Dust Jacket : Schild's Ladder

Schild's Ladder
Designed by: Emma Wallace

A star field. Motes of dust in a shaft of sunlight. Sugar on a table top. Aside from the pitch-perfection of a book about an accidental scientific catastrophe involving molecular replication, this cover by Emma Wallace serves as a void to pour your imagination into. That container for imagination is what a great cover should be. It should inform but not allow you to pre-judge what is going to happen inside.

This looks like a strange close-up and crop of the cover for Frank Bidart's Star Dust.

Which actually makes the cover even more interesting. It creates a strange connection in my brain that works for me.

I wish more cover designs were brave enough to go the no text route. The only real place the title needs to be is the spine. And even there it's only so it can sit on a shelf at a book store. A similar effect can occur with creative use of text.

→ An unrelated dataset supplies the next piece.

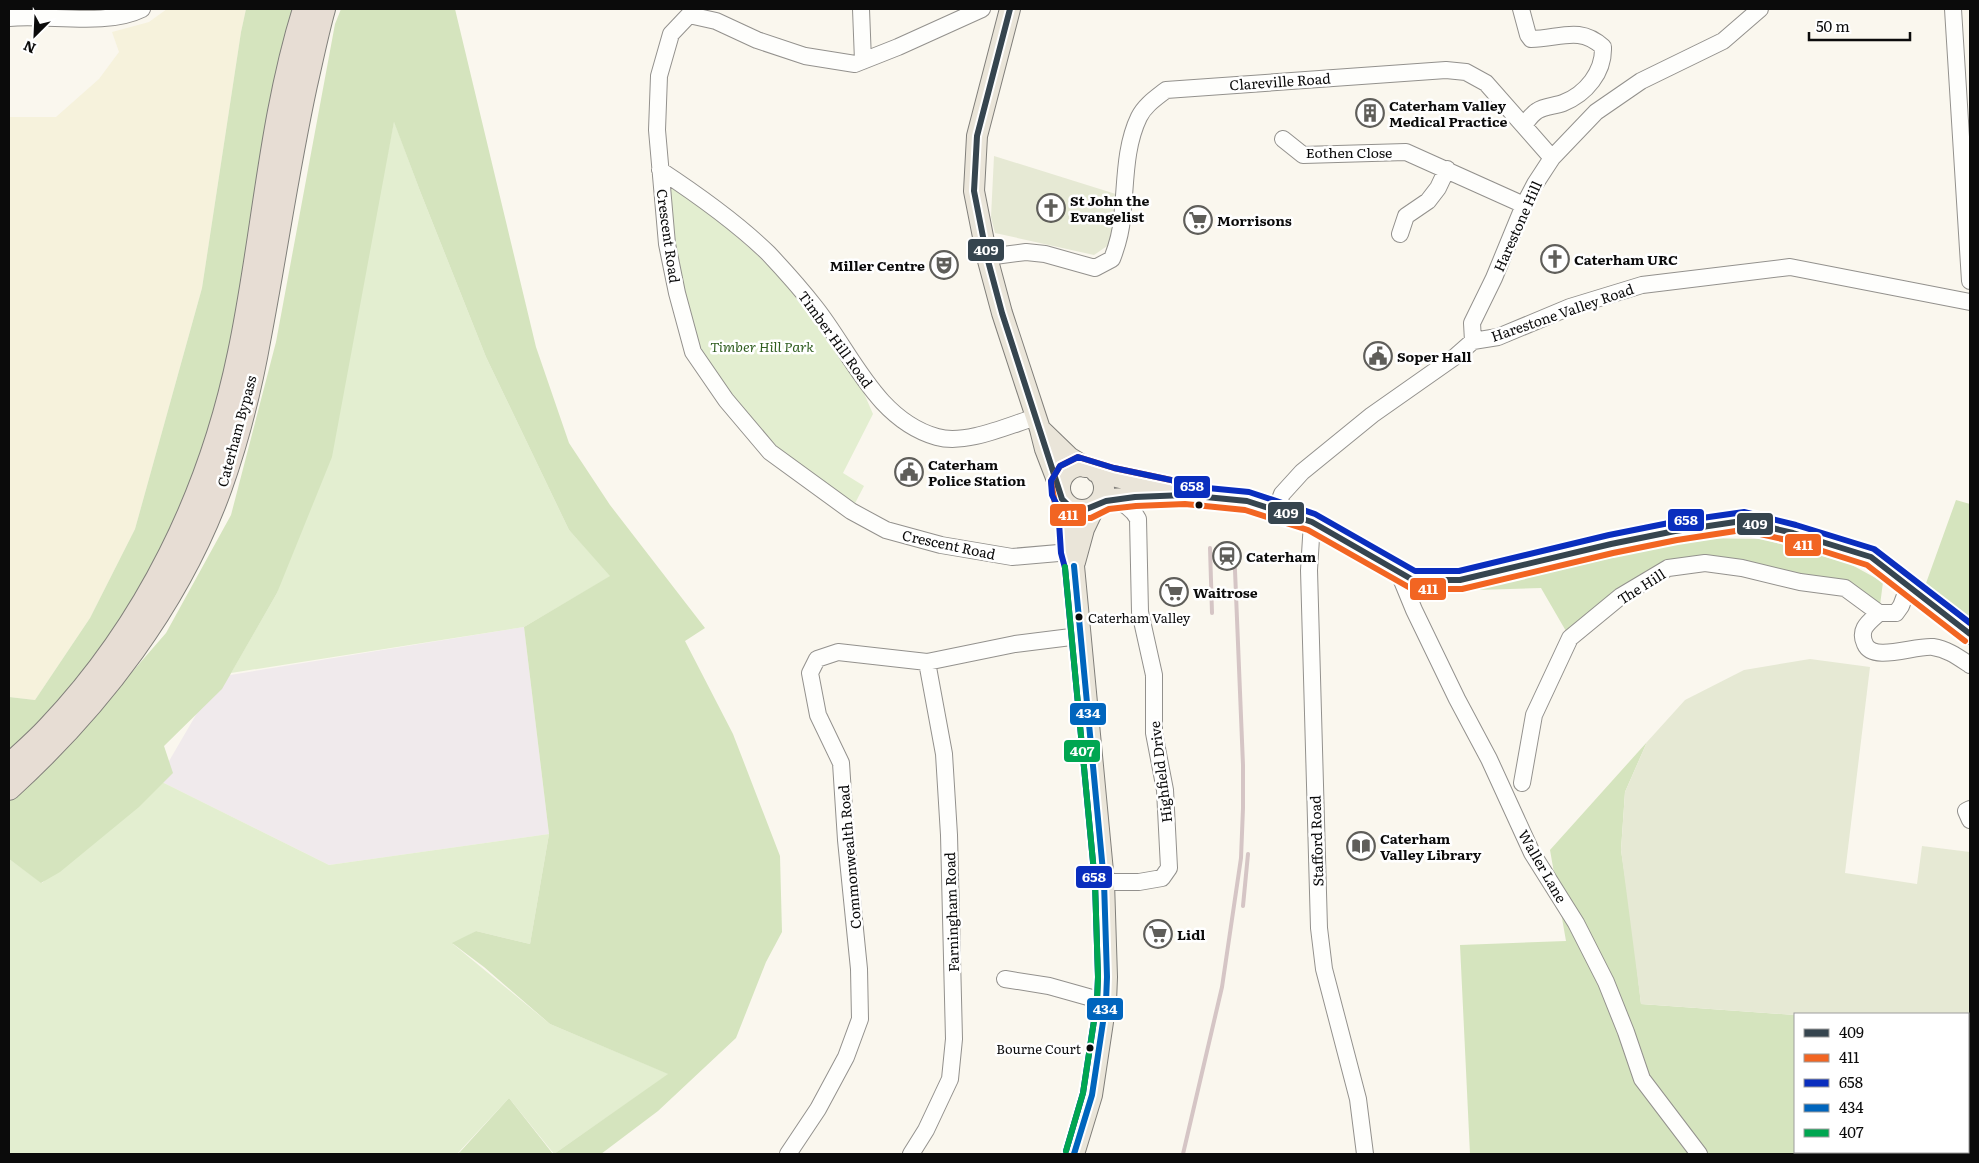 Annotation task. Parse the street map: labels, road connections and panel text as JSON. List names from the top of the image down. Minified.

This is the cover for the hard back edition of Jimmy Corrigan: The Smartest Kid on Earth by Chris Ware. It is disconcerting and confusing to the eye but it sets you up for the flow of the art to come inside, where the reader is asked to follow pages of art and story that look like this:


The paper back edition is similar:

It references the original cover but also manages to clarify the elements.

The art inside Ware's book also reminds me of the Wallace cover. The small dots of ink used to print comics, the multitude of panels on one page that make up the whole. They are like those little spots of white in the field of black.

It's a bit of a reach, but feels right.


Dust Jacket is a sometime article about the design and art of book covers. The idea is to shine a spotlight on the work of the designer separate from the author. Literally judging a book by its cover.